I'm hoping it's a good idea, but I know it'll alter the internal volume and alter the port tuning ever so slightly. Don't remember 100%, but want to say the enclosure is 2.5cuft tuned at 34Hz. Probably remembering incorrectly though. LOL


----------



## etroze (Dec 24, 2013)

Lol if it's that big after port don't throw 1000w at it or you'll have a bad time.

Sent from my SM-G920V using Tapatalk


----------



## Weigel21 (Sep 8, 2014)

Yeah, I honestly don't remember what I calculated it to be once upon a time and I think a member on here actually told me what it they found it to be, which was an active member who claimed to have been around many of said enclosure. 

I'm sure it's no smaller than 1.75cuft, but want to say it was 2.5cuft. Then again, that may have been before accounting for port and bracing displacement.


----------



## Weigel21 (Sep 8, 2014)

Oh, and given the MAG is supposedly DVC 2 ohm, I'd be forced to either buy a new amp or run it at 4 ohms as I don't have anything that does 1K at 1 ohm. 

Wait, yeah I do. Well, rated to do anyways. Memphis 16-MCD1000. 

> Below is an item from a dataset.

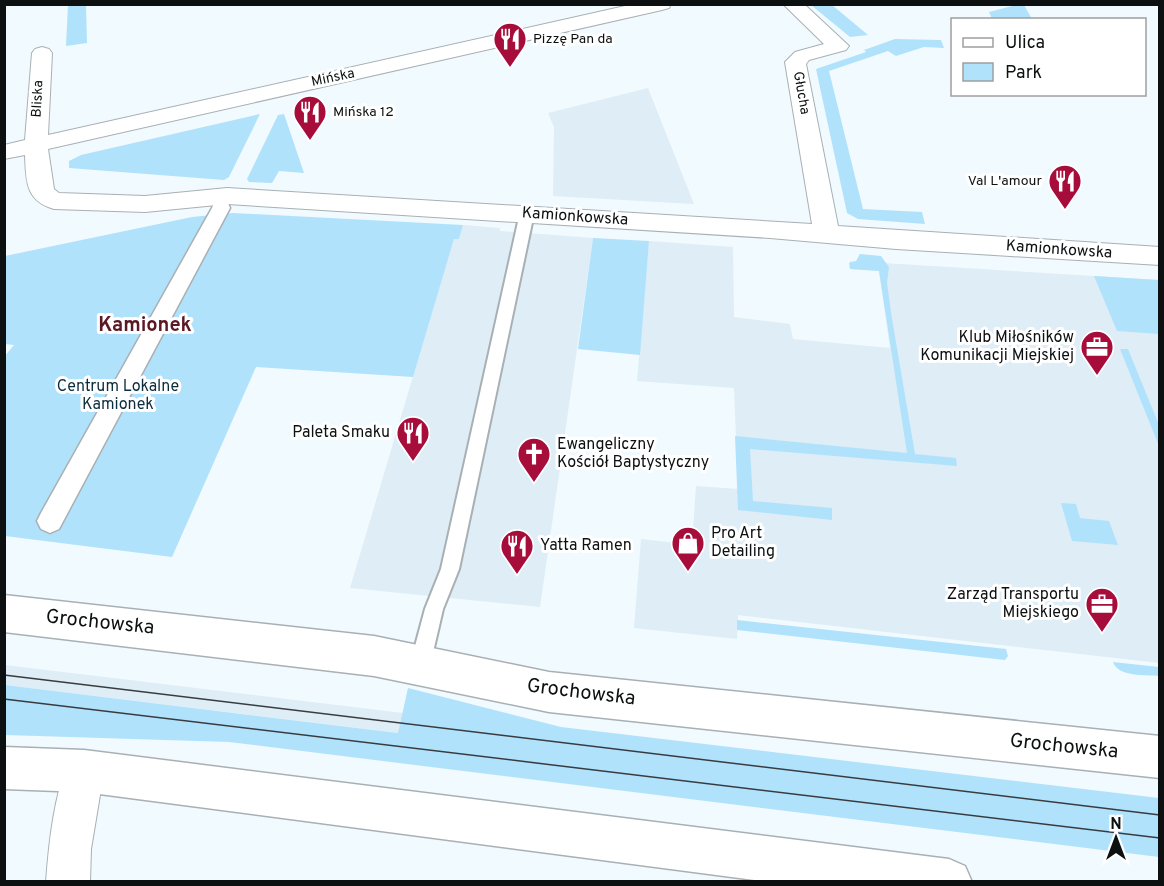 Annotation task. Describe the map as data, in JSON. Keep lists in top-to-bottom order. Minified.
{"streets":{"main road":["Grochowska"],"street":["Mińska","Głucha","Bliska","Kamionkowska"]},"crossings":[["Mińska","Bliska"],["Mińska","Kamionkowska"],["Głucha","Kamionkowska"],["Bliska","Kamionkowska"]],"districts":["Kamionek"],"parks":["Centrum Lokalne Kamionek"],"places":{"restaurant":["Pizzę Pan da","Mińska 12","Val L'amour","Paleta Smaku","Yatta Ramen"],"office":["Klub Miłośników Komunikacji Miejskiej","Zarząd Transportu Miejskiego"],"church":["Ewangeliczny Kościół Baptystyczny"],"shop":["Pro Art Detailing"]},"legend":["Ulica","Park"],"north":"top"}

But I could potentially wire it for 4 ohms and feed it up to 700RMS or as little as 300RMS depending on the amp I opt to use from my collection.


----------



## etroze (Dec 24, 2013)

I'd just keep gains low when you first give it a go.

Sent from my SM-G920V using Tapatalk


----------



## etroze (Dec 24, 2013)

I'll be giving my next one 1100w at 4 ohms so I'll be sticking closers to the recommended specs.

Sent from my SM-G920V using Tapatalk


----------



## Weigel21 (Sep 8, 2014)

That's no fun. LOL


----------



## etroze (Dec 24, 2013)

Lol its a stout sub just wouldn't wanna see anyone taking it to the max in the first few mins.

Sent from my SM-G920V using Tapatalk


----------



## Weigel21 (Sep 8, 2014)

Yeah, I've always gone with the "allow break-in time with lower power" route. Don't have the cash to afford to go the "give it hell from the get go" route in case it results in a quick death.


----------



## etroze (Dec 24, 2013)

Had an elemental design sub that I gave the bean from the start and it didn't last 30 mins. I leave gains low to start from now on.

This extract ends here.